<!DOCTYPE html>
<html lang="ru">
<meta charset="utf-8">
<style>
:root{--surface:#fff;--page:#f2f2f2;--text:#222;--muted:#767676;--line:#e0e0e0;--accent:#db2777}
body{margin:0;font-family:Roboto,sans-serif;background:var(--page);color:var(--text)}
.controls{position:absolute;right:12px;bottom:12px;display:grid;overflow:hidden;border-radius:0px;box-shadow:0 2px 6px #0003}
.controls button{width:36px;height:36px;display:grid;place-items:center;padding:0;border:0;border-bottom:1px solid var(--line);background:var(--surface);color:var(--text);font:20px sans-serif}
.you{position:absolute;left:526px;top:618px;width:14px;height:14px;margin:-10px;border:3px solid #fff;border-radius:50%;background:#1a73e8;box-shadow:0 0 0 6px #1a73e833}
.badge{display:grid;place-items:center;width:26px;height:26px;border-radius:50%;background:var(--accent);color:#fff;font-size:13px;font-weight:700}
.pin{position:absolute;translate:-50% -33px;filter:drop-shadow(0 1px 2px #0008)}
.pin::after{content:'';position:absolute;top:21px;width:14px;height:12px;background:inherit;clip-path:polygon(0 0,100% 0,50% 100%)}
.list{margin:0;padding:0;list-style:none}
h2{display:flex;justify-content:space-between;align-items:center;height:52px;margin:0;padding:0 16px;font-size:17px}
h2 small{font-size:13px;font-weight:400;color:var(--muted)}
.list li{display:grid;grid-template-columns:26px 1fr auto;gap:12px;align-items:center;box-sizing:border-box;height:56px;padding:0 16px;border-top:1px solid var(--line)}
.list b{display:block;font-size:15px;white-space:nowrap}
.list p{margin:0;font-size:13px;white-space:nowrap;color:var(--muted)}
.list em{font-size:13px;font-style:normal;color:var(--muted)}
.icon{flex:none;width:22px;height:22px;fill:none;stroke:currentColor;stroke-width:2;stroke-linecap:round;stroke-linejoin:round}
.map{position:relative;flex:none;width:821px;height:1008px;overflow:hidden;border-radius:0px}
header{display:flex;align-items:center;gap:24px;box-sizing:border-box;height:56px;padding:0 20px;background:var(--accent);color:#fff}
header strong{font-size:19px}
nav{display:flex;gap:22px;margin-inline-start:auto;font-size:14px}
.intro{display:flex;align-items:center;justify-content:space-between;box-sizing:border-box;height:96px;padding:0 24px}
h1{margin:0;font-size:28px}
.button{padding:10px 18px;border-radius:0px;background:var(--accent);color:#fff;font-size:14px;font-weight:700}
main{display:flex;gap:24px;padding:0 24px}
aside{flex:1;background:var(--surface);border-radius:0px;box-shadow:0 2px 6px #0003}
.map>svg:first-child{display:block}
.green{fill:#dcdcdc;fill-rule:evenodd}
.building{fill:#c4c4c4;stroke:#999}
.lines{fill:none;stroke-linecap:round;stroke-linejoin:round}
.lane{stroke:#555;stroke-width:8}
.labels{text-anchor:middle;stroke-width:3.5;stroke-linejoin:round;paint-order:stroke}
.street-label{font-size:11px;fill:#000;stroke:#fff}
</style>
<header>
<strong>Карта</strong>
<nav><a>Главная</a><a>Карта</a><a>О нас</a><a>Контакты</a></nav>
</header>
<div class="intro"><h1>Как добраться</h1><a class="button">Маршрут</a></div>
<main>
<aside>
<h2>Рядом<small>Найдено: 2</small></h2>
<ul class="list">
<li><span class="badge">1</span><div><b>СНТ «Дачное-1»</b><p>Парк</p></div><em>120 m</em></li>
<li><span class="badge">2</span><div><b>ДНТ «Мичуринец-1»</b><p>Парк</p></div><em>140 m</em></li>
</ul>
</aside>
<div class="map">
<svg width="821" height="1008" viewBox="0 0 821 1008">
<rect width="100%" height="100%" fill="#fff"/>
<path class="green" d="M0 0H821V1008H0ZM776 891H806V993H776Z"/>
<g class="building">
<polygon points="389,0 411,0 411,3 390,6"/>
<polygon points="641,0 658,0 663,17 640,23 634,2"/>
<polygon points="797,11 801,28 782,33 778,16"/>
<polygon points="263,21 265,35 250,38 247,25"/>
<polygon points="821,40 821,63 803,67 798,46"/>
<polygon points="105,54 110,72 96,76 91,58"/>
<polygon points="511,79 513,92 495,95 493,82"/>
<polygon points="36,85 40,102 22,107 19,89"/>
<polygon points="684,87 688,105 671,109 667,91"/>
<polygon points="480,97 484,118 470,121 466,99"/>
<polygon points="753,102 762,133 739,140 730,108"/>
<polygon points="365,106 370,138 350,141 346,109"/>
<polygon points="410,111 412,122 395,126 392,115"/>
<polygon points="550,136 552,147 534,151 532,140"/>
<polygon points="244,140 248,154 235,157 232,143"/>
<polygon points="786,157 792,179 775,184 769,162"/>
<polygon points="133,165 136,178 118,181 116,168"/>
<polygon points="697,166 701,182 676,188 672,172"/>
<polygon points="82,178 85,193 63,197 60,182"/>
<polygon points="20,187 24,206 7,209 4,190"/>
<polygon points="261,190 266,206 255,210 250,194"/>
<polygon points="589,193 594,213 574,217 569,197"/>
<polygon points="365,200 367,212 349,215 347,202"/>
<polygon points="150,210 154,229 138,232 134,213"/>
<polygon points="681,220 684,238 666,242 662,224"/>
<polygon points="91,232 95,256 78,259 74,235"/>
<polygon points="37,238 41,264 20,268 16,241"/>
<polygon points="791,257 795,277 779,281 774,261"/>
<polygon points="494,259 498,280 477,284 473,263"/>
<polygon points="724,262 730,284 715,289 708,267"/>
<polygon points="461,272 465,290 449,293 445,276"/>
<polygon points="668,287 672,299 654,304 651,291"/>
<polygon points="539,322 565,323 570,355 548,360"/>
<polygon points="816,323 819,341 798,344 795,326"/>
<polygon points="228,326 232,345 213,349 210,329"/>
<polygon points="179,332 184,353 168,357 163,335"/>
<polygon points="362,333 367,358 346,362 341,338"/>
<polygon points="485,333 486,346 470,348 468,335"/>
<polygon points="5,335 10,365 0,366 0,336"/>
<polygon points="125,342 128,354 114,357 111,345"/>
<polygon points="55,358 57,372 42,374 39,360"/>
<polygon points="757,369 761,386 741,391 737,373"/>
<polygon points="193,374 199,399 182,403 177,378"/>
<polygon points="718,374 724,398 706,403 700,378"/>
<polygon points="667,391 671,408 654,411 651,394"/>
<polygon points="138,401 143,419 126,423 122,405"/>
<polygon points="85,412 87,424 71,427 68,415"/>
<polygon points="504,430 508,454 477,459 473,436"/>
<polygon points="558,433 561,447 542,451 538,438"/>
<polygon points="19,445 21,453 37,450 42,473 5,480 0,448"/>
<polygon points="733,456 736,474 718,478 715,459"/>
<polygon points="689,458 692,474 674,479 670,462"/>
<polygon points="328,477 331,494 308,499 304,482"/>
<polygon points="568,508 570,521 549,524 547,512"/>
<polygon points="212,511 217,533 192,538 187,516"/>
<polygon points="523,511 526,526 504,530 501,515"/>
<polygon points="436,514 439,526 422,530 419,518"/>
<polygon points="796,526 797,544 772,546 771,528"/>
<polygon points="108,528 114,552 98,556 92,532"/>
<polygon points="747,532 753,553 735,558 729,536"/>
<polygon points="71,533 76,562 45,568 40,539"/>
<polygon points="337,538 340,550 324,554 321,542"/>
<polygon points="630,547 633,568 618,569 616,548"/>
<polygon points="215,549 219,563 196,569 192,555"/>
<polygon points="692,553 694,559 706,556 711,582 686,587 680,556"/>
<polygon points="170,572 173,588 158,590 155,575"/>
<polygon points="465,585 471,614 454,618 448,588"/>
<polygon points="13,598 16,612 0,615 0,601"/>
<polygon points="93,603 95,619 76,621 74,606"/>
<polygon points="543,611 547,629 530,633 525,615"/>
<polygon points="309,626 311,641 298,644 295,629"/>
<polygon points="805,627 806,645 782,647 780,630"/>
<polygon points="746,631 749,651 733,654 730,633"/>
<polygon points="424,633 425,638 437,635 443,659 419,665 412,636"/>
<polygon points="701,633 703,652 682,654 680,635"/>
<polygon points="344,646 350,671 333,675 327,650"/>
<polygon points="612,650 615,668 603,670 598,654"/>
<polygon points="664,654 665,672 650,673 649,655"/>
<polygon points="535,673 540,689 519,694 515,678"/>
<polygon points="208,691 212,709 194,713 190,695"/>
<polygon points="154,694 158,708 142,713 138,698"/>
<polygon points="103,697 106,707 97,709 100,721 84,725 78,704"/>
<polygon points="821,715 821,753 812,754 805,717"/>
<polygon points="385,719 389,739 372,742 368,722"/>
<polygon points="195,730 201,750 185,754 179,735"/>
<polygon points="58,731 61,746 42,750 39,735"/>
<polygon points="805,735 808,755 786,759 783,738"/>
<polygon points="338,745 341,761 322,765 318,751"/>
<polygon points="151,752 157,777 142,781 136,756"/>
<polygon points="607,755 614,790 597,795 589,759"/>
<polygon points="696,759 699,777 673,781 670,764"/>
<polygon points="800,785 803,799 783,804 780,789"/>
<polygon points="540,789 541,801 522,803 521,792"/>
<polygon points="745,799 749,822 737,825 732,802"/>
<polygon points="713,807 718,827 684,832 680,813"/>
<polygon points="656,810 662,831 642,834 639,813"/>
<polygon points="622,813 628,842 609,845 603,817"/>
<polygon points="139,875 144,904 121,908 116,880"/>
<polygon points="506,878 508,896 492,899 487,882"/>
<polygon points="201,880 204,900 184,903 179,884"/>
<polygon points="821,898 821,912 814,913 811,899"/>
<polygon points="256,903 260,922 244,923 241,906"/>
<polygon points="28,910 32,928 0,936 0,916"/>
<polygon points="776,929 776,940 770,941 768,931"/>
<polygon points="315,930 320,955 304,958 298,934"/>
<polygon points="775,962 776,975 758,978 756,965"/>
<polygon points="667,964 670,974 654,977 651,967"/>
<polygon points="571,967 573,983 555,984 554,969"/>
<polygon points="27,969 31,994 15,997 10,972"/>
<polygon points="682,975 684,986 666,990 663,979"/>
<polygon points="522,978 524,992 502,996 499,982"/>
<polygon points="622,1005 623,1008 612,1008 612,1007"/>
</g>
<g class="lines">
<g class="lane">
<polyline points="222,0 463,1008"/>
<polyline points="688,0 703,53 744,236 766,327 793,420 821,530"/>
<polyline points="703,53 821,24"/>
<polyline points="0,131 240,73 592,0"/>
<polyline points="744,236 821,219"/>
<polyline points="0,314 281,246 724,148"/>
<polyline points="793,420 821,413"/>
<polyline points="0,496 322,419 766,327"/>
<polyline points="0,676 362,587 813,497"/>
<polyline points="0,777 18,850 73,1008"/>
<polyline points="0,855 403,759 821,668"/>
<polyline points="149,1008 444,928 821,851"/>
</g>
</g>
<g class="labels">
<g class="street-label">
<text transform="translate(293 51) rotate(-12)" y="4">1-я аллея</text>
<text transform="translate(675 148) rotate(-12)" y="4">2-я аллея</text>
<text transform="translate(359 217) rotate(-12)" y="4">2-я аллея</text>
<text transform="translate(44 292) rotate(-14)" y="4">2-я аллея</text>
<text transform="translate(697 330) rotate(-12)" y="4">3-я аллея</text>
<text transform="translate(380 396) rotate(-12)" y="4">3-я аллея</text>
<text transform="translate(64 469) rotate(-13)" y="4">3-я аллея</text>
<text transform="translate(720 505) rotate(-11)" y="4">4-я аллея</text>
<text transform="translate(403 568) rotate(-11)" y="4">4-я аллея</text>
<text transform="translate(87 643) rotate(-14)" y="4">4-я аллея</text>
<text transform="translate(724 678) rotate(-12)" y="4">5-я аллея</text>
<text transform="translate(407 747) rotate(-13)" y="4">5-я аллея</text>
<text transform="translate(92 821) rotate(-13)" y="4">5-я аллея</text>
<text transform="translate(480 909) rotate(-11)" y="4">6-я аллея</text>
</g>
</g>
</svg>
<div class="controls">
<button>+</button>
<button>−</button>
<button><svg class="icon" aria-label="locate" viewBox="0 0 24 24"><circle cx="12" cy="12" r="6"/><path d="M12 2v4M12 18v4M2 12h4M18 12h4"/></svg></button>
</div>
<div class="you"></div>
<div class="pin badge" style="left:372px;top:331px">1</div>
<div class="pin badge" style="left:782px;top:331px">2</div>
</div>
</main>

• PROMPT: Every line of the material that holds "content" should be copied out as the answer.

• RESPONSE AREA:
.pin::after{content:'';position:absolute;top:21px;width:14px;height:12px;background:inherit;clip-path:polygon(0 0,100% 0,50% 100%)}
h2{display:flex;justify-content:space-between;align-items:center;height:52px;margin:0;padding:0 16px;font-size:17px}
.intro{display:flex;align-items:center;justify-content:space-between;box-sizing:border-box;height:96px;padding:0 24px}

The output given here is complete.